JUNE 29, 2020
The Yale School of Art is pleased to announce Professor Anoka Faruqee and Associate Professor Meleko Mokgosi as Co-directors of Graduate Studies in Painting/Printmaking. Dean and Professor Marta Kuzma, in making the appointment, recognizes that “this co-directorship will further build on the values extolled by Professor Faruqee as the Director of Graduate Studies in Painting/Printmaking for the past five years, and generate an even deeper inquiry around art production within the wider social, political, and economic landscape.” Dean Kuzma added, “Professor Faruqee and Associate Professor Mokgosi will collaborate in their vision that recognizes art, and painting specifically, amid ongoing social transformations while recognizing it within a broader structure of reconfigurations and histories.”
Professor Faruqee and Associate Professor Mokgosi are excited to reimagine the leadership of the Painting/Printmaking department as a collaborative endeavor that embraces shared governance including faculty members and students. In their leadership they aim to support the view of the field of painting as both a medium and a discourse, and encourage artists to explore its relation to other media including textile, performance, and sculpture. They believe the integration of form and content, and practice and theory, are crucial.
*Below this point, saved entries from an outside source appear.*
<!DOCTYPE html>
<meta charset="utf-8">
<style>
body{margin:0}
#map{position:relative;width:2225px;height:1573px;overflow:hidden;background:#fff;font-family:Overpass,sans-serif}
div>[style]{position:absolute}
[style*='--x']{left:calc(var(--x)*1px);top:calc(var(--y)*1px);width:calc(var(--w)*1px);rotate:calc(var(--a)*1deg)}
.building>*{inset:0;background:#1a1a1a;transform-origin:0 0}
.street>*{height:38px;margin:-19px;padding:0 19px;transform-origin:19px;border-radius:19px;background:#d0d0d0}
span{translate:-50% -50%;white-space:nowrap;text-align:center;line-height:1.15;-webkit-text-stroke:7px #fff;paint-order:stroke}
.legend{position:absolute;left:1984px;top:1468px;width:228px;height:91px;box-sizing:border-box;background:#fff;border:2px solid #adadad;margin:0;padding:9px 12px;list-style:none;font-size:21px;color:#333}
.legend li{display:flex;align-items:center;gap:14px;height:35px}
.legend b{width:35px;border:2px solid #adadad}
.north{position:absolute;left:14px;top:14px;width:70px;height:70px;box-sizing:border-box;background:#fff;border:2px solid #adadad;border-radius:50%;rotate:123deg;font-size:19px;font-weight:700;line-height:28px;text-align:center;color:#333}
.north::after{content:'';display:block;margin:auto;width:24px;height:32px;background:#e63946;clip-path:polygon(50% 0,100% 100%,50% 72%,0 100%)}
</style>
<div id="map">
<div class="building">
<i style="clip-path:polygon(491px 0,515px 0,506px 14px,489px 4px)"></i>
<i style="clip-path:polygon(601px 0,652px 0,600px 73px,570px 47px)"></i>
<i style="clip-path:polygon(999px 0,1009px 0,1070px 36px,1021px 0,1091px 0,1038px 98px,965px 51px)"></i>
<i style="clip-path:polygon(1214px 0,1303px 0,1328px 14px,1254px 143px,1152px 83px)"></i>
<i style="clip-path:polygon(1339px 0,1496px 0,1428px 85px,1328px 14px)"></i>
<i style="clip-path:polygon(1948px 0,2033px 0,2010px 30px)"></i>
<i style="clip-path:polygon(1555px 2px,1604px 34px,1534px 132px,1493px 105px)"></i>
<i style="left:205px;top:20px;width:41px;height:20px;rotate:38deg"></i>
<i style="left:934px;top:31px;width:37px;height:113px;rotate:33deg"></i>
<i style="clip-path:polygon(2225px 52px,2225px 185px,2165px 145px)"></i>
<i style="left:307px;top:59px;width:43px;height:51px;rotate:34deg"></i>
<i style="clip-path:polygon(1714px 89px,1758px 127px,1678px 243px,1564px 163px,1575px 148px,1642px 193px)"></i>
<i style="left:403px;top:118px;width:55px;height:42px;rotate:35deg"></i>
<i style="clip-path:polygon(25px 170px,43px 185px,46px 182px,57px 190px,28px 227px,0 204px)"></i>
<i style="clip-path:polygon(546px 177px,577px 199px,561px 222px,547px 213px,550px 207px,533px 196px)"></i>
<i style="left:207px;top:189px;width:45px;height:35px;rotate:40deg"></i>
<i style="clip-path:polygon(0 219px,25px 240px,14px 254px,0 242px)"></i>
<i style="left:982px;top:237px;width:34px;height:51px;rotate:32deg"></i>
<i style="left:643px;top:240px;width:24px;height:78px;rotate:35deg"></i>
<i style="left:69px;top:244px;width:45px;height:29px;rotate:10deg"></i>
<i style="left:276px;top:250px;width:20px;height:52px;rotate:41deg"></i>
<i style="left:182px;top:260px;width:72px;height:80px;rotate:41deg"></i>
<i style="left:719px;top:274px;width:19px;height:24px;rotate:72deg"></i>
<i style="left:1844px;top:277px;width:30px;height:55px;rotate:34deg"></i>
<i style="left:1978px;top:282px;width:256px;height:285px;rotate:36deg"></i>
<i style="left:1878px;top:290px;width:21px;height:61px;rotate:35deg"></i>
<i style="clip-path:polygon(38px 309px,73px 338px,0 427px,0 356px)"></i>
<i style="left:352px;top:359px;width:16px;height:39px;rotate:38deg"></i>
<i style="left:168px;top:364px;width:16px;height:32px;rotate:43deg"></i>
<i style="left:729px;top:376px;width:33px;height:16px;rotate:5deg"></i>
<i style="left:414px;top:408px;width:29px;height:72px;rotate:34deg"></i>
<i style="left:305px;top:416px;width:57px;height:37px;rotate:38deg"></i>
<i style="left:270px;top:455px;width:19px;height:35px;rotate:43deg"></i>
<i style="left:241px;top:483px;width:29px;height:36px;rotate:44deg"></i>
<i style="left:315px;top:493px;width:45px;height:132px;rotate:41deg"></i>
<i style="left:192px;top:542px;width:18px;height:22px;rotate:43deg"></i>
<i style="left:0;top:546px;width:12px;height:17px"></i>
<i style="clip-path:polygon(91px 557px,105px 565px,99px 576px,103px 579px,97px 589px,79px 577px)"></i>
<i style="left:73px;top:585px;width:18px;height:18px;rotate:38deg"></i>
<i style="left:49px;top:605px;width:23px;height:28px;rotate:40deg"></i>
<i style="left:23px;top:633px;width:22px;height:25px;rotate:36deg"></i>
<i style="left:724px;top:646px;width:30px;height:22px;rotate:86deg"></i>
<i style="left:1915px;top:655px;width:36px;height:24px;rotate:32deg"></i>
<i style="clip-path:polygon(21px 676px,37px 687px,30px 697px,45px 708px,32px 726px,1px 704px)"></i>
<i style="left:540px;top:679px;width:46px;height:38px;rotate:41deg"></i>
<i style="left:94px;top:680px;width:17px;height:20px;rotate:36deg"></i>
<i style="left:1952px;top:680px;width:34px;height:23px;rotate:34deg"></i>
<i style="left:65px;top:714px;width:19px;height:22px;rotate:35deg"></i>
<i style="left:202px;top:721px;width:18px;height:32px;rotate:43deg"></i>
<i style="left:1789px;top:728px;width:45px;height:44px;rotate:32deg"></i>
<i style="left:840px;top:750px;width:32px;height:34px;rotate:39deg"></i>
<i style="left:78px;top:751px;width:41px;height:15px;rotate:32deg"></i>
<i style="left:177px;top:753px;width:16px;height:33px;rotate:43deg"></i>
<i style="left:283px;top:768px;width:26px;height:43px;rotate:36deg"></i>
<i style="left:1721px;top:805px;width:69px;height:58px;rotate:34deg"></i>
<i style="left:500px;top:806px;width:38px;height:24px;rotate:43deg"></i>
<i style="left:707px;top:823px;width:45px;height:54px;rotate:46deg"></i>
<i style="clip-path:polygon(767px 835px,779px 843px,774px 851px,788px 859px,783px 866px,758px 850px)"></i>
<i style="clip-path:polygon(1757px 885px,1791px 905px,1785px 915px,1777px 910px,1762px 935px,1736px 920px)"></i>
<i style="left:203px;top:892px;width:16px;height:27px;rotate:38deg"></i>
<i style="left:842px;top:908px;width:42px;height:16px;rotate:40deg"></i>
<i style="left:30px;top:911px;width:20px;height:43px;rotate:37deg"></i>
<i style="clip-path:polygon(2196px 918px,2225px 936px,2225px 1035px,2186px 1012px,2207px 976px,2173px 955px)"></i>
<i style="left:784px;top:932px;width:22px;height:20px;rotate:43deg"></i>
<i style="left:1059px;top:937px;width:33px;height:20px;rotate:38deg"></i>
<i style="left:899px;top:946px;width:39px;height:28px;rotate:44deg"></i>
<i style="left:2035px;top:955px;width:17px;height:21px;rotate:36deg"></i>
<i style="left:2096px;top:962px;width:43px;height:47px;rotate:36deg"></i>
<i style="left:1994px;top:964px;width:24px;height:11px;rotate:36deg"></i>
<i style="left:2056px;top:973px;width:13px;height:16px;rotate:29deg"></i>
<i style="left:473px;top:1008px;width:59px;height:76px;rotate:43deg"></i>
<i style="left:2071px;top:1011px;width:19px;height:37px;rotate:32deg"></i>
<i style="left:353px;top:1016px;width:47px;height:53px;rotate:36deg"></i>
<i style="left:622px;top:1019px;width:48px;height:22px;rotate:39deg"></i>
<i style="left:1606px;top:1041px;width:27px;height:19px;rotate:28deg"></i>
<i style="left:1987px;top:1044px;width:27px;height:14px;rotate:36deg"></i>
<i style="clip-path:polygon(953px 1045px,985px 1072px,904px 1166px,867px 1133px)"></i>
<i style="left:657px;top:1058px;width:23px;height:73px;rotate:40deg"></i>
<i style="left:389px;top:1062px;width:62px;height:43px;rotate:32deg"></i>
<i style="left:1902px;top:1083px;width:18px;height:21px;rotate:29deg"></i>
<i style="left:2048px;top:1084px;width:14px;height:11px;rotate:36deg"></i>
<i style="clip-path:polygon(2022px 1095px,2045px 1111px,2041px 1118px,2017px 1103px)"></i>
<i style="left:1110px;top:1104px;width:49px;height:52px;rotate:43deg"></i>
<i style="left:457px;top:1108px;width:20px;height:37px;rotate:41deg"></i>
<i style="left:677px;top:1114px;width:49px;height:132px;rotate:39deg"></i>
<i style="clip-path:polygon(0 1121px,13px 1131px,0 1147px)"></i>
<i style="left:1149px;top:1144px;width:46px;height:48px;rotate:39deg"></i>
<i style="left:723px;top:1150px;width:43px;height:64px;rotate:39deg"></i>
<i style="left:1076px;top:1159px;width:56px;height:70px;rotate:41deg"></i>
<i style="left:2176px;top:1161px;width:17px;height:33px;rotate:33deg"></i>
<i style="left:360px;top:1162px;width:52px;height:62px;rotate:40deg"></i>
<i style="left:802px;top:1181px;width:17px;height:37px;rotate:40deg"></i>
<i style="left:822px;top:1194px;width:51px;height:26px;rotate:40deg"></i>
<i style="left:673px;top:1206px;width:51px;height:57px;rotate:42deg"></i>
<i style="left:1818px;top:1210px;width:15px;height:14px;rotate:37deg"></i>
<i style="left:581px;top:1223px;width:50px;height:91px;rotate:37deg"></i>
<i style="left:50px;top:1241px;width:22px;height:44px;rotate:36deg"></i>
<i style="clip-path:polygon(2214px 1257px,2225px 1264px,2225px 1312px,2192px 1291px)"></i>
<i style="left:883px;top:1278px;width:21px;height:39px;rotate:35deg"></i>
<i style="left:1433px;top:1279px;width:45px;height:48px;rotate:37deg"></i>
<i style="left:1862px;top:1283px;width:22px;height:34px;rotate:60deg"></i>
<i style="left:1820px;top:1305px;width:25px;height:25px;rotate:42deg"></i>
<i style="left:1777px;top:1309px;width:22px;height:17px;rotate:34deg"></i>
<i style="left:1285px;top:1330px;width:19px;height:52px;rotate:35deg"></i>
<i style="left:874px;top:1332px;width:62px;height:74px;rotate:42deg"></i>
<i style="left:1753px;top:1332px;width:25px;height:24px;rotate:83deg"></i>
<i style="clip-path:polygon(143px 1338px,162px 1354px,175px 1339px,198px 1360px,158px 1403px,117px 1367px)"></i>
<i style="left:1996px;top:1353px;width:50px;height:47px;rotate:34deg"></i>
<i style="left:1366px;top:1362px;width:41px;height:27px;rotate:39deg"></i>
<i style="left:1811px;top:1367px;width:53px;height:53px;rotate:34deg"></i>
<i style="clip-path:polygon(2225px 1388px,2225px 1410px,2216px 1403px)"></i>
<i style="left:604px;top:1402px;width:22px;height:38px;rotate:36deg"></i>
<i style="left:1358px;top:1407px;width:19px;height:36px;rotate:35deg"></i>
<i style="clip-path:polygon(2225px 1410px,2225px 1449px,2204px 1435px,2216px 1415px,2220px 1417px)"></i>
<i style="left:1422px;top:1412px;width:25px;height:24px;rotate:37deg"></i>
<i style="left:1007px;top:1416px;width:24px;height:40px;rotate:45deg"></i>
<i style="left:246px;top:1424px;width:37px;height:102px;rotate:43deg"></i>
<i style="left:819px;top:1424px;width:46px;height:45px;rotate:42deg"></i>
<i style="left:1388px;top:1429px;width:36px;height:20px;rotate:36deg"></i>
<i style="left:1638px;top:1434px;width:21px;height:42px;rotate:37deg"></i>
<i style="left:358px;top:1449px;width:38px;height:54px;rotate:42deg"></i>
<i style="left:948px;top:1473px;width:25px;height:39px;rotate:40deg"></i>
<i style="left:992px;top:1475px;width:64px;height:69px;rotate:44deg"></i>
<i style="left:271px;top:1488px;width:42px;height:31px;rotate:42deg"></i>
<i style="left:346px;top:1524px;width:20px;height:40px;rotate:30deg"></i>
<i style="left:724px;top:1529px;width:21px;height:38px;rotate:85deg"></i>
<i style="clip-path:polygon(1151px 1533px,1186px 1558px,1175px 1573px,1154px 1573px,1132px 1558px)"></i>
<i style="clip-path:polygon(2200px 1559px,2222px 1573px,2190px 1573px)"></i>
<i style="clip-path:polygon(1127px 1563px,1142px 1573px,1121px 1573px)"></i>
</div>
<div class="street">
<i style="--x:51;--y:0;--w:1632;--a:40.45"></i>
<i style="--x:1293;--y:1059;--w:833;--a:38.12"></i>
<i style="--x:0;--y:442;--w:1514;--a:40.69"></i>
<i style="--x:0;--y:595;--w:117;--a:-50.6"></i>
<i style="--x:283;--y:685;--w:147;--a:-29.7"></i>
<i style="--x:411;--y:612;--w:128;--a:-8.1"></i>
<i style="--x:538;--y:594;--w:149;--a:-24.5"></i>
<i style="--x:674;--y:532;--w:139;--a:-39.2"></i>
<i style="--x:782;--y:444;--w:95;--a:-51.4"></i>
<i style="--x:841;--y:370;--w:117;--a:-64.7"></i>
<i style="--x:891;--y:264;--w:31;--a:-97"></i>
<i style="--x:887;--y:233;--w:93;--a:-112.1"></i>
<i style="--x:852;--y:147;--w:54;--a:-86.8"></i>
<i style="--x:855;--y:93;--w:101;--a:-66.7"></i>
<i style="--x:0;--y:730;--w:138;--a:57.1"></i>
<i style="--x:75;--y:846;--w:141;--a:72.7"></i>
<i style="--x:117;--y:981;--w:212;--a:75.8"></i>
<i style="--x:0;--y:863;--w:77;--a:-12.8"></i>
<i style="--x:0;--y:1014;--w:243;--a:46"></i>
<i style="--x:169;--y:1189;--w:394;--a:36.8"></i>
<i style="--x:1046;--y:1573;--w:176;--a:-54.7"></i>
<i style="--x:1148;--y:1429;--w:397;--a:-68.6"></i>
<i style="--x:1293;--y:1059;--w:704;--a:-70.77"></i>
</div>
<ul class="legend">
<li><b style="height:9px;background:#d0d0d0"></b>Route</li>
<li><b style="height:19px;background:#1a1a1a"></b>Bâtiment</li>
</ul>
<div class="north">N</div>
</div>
Together they will work to ensure the formats of critiques, town halls, as well as decision-making processes within Painting/Printmaking are intentional, aiming for the free exchange of differing ideas.
Anoka Faruqee was first appointed Associate Professor in Painting/Printmaking at the Yale School of Art in 2011 and has served as Director of Graduate Studies in Painting/Printmaking since 2015. Negotiating the space between digital and analog, Faruqee’s practice concerns vision, engaging the history of Op Art in the creation of textural, cerebral canvases that undulate rhythmically and contemporize color theory for the twenty-first century. Prior to her appointment at Yale School of Art, Faruqee taught at the School of the Art Institute of Chicago and California Institute of the Arts, where she was co-director of the art program. Faruqee earned her Master of Fine Arts from the Tyler School of Art in 1997 and her Bachelor of Arts in Painting from Yale University in 1994. She is an alumna of the Whitney Independent Study Program and residencies at the Skowhegan School of Art and the PS1 National Studio Program. Her grants include the Pollock-Krasner Foundation and Artadia. In 2016, she curated the major exhibition Search Versus Re-Search: Josef Albers, Artist and Educator, and directed a short film about Albers’ art and teaching for 32 Edgewood Gallery at the Yale School of Art. Faruqee’s work has been exhibited in the United States and abroad at venues including, Secession, Vienna, Austria; Hall Art Foundation, Reading, VT; Elizabeth Foundation for the Arts, New York, NY; Schloss Derneburg Museum, Derneburg, Germany; MoMA PS1, Long Island City, NY; Frist Art Museum, Nashville, TN; Chrysler Museum of Art, Norfolk, VA; Albright-Knox Gallery, Buffalo, NY; Schneider Museum of Art, Ashland, OR; Björkholmen Gallery, Stockholm, Sweden; The Suburban, Milwaukee, WI; The DeCordova Sculpture Park and Museum, Lincoln, MA; and Koenig and Clinton Gallery, Brooklyn NY, among others.
Meleko Mokgosi was appointed Associate Professor in Painting/Printmaking in 2019. Mokgosi is engaged in a project-based practice positioned between cinema studies, psychoanalysis, critical theory, and post-colonial studies. Prior to his appointment at the Yale School of Art, Mokgosi was Assistant Professor of Practice at the Gallatin School of Individualized Study at NYU where he joined in 2012. He holds a BA in Studio Art from Williams College, an MFA from UCLA where he studied under Mary Kelly in the interdisciplinary studio program and attended the Whitney Independent Study program. His past exhibition history includes solo exhibitions at the Baltimore Museum of Art, the Fowler Museum at UCLA, Williams College Museum of Art, the Institute of Contemporary Art in Boston, University of Michigan Museum of Art, the Smart Museum of Art at the University of Chicago, and the Perez Art Museum in Miami, among others. Mokgosi has also been awarded various grants and awards, including a Pollock-Krasner Foundation grant, the Vilcek Award for Creative Promise, the Joan Mitchell Foundation Painters Grant, and the Jarl and Pamela Mohn Award. In addition to his engagement as a practicing artist and full-time educator, Mokgosi initiated the Interdisciplinary Art and Theory Program based in New York City. Grounded in the global tradition of critical theory, the tuition-free program is designed to facilitate the examination of both dominant and under-recognized epistemological frameworks that inform the system of art, including its production, consumption, distribution, and exhibition.